Material for the task START

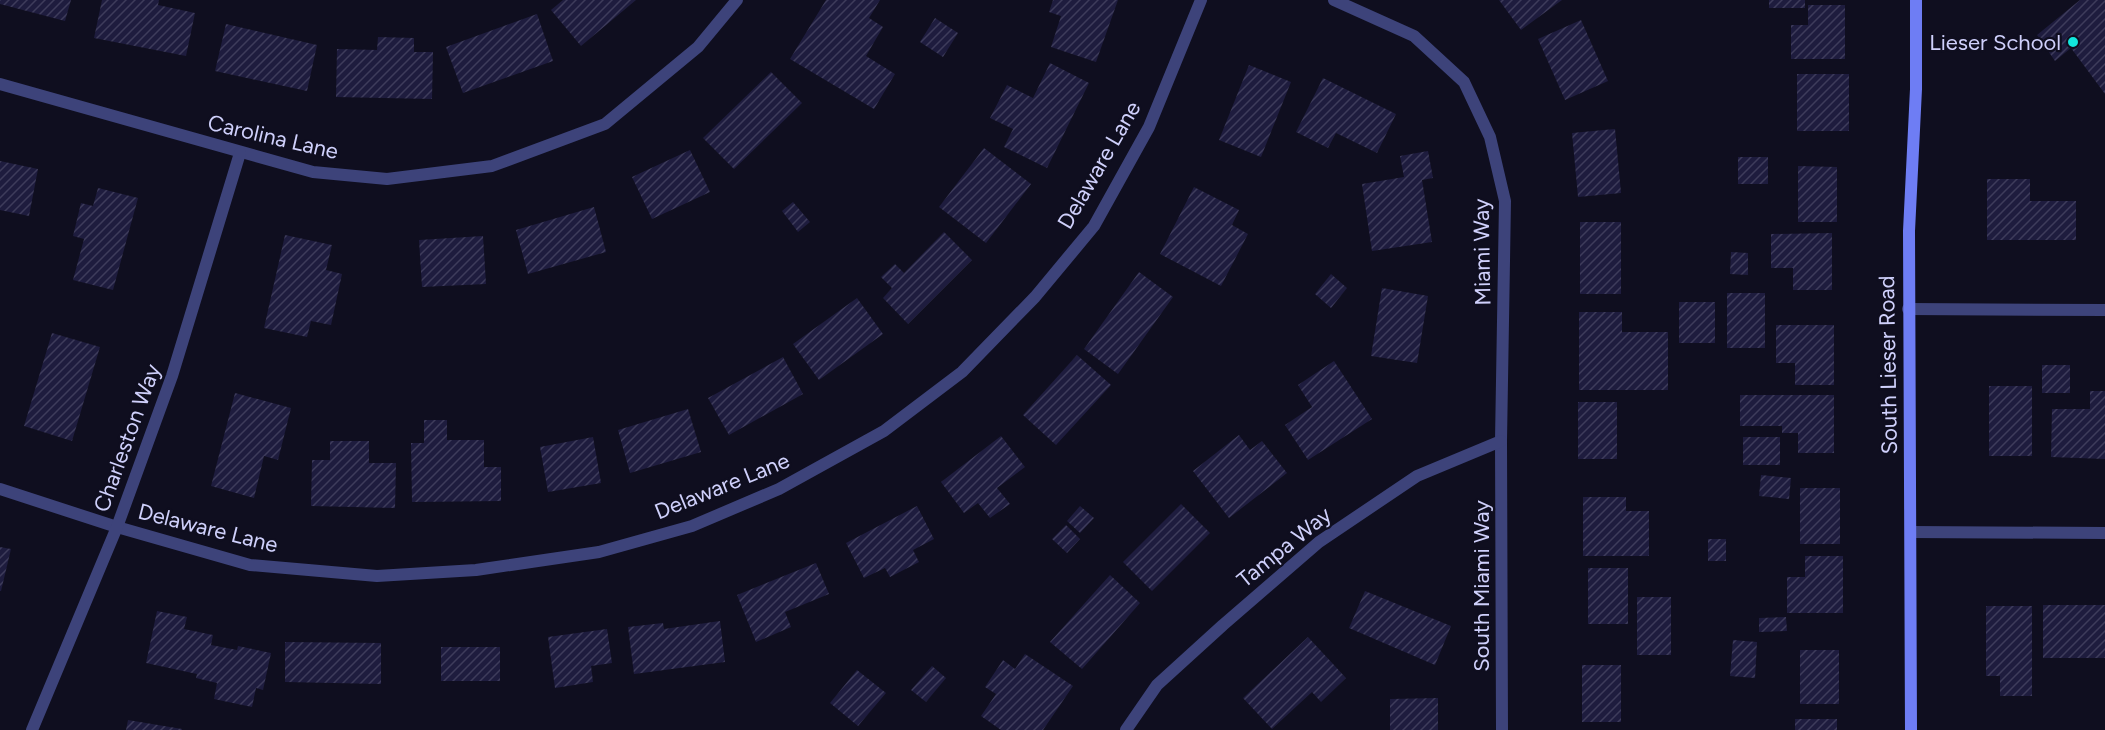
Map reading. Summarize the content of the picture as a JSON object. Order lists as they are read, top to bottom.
{
  "streets": {
    "main road": ["South Lieser Road"],
    "street": [
      "Carolina Lane",
      "Delaware Lane",
      "Miami Way",
      "Charleston Way",
      "Tampa Way",
      "South Miami Way"
    ]
  },
  "crossings": [
    ["Carolina Lane", "Charleston Way"],
    ["Delaware Lane", "Charleston Way"],
    ["Miami Way", "Tampa Way"],
    ["Miami Way", "South Miami Way"],
    ["Tampa Way", "South Miami Way"]
  ],
  "places": ["Lieser School"]
}
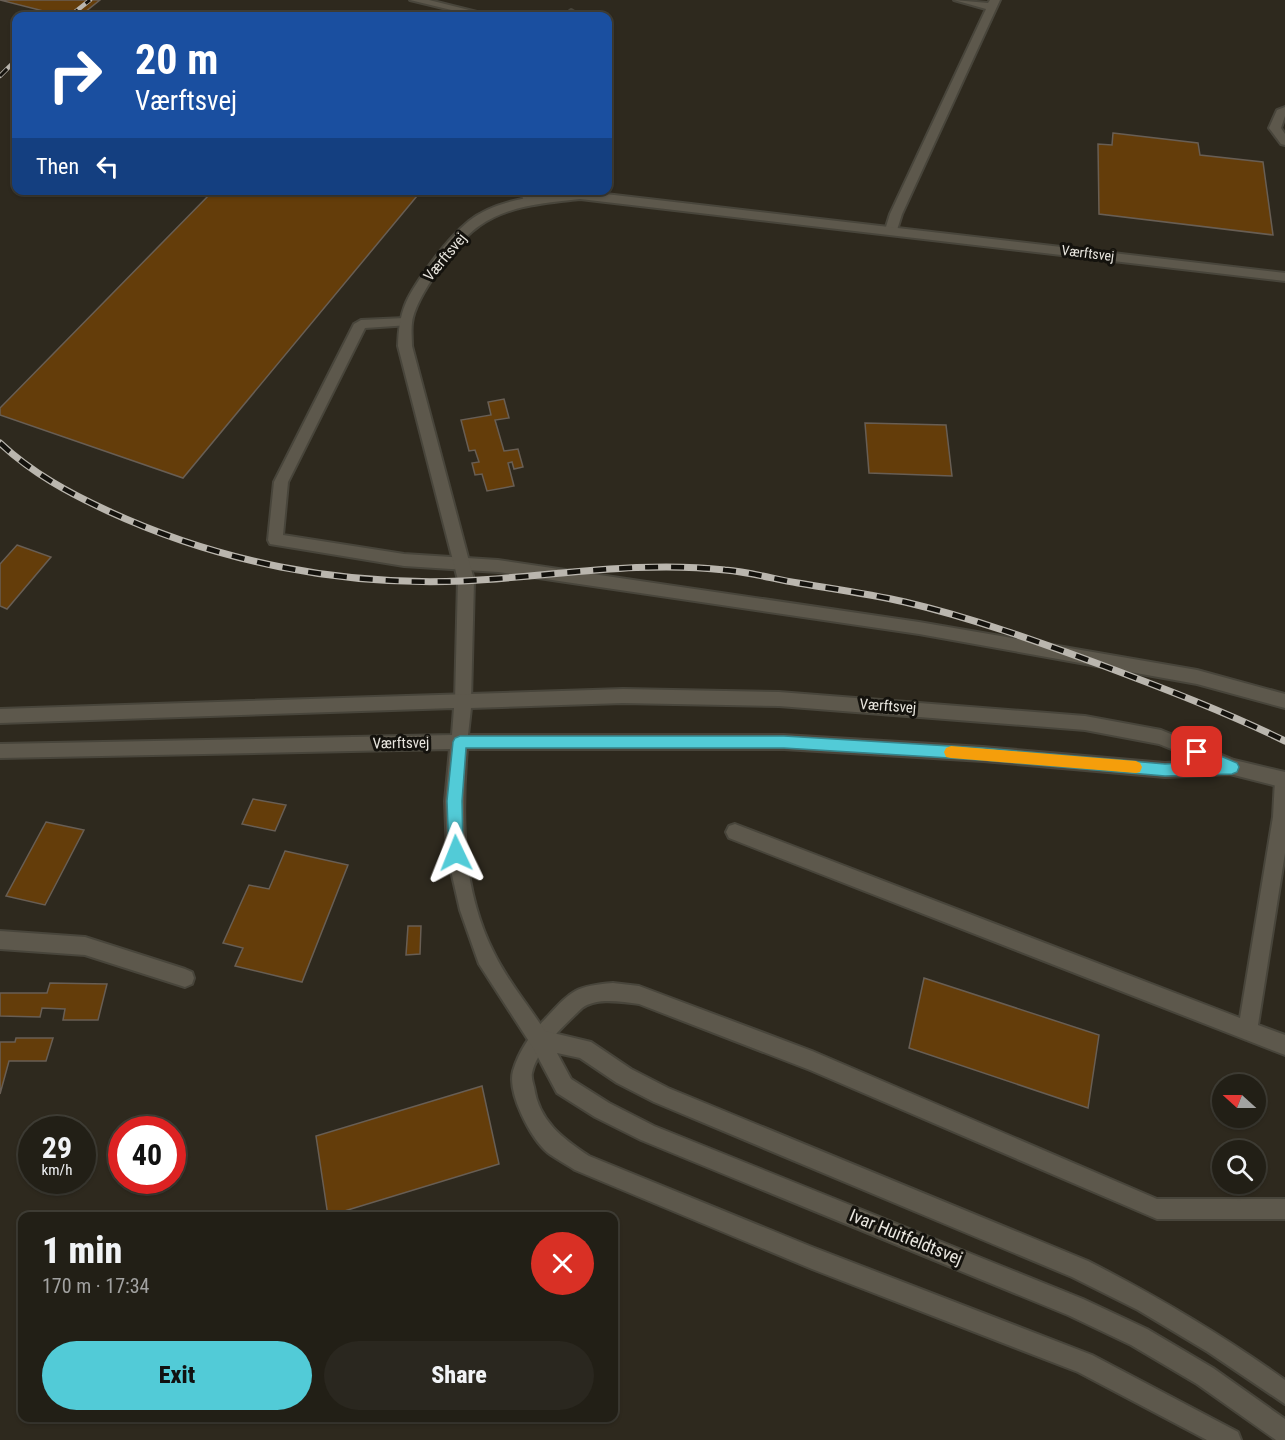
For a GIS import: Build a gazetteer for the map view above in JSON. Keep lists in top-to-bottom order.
{
  "streets": {
    "street": ["Værftsvej", "Ivar Huitfeldtsvej"]
  },
  "crossings": [
    ["Værftsvej", "Ivar Huitfeldtsvej"]
  ],
  "north": "left",
  "page": {
    "turn": ["20 m", "Værftsvej"],
    "then": "Then",
    "speed": "29 km/h",
    "limit": "40",
    "heading": ["1 min", "170 m · 17:34"],
    "buttons": ["Exit", "Share"]
  }
}
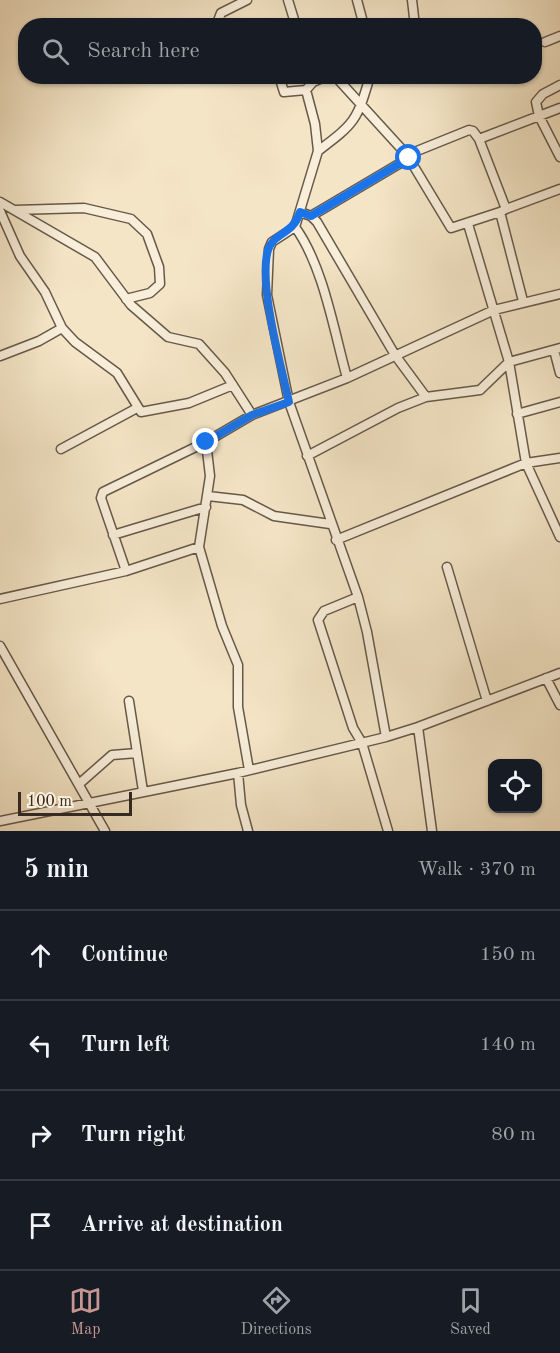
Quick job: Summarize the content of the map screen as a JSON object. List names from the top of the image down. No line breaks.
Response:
{"scale_bar":"100 m","page":{"search":"Search here","scale":"100 m","heading":["5 min","Walk · 370 m"],"list":[["Continue","150 m"],["Turn left","140 m"],["Turn right","80 m"],"Arrive at destination"],"nav":["Map","Directions","Saved"]}}
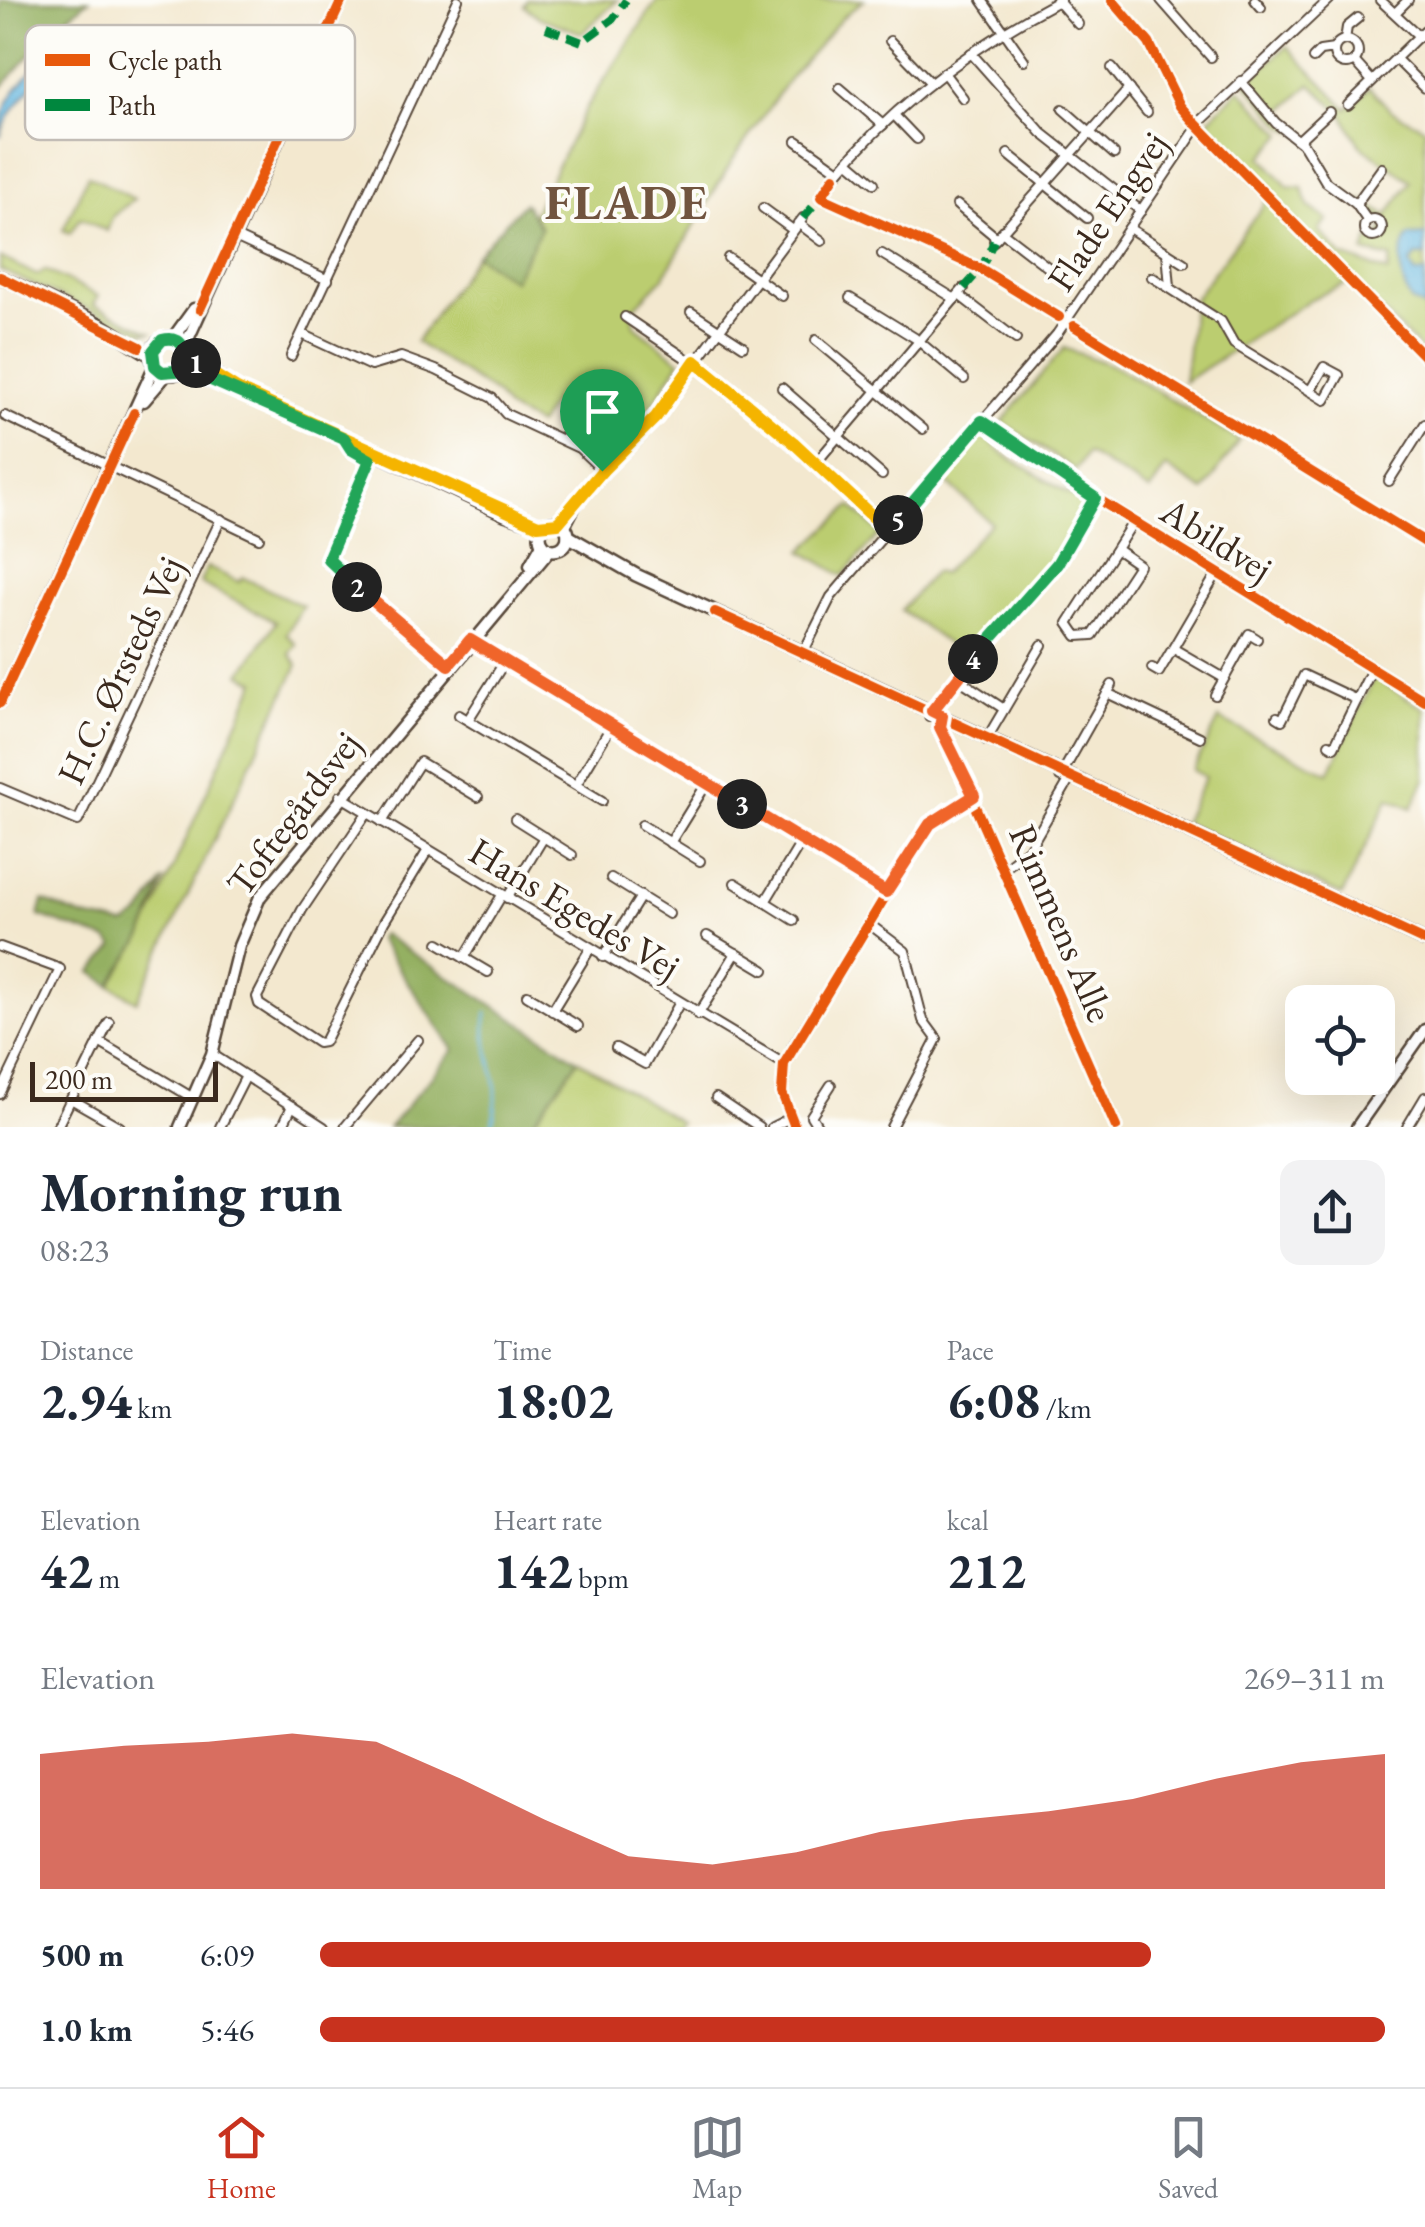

Material for the task END

Without the pictures, write out every entry exactly as it appears.

Map reading. Summarize the content of the picture as a JSON object. Order lists as they are read, top to bottom.
{
  "streets": {
    "main road": ["South Lieser Road"],
    "street": [
      "Carolina Lane",
      "Delaware Lane",
      "Miami Way",
      "Charleston Way",
      "Tampa Way",
      "South Miami Way"
    ]
  },
  "crossings": [
    ["Carolina Lane", "Charleston Way"],
    ["Delaware Lane", "Charleston Way"],
    ["Miami Way", "Tampa Way"],
    ["Miami Way", "South Miami Way"],
    ["Tampa Way", "South Miami Way"]
  ],
  "places": ["Lieser School"]
}
For a GIS import: Build a gazetteer for the map view above in JSON. Keep lists in top-to-bottom order.
{
  "streets": {
    "street": ["Værftsvej", "Ivar Huitfeldtsvej"]
  },
  "crossings": [
    ["Værftsvej", "Ivar Huitfeldtsvej"]
  ],
  "north": "left",
  "page": {
    "turn": ["20 m", "Værftsvej"],
    "then": "Then",
    "speed": "29 km/h",
    "limit": "40",
    "heading": ["1 min", "170 m · 17:34"],
    "buttons": ["Exit", "Share"]
  }
}
Quick job: Summarize the content of the map screen as a JSON object. List names from the top of the image down. No line breaks.
Response:
{"scale_bar":"100 m","page":{"search":"Search here","scale":"100 m","heading":["5 min","Walk · 370 m"],"list":[["Continue","150 m"],["Turn left","140 m"],["Turn right","80 m"],"Arrive at destination"],"nav":["Map","Directions","Saved"]}}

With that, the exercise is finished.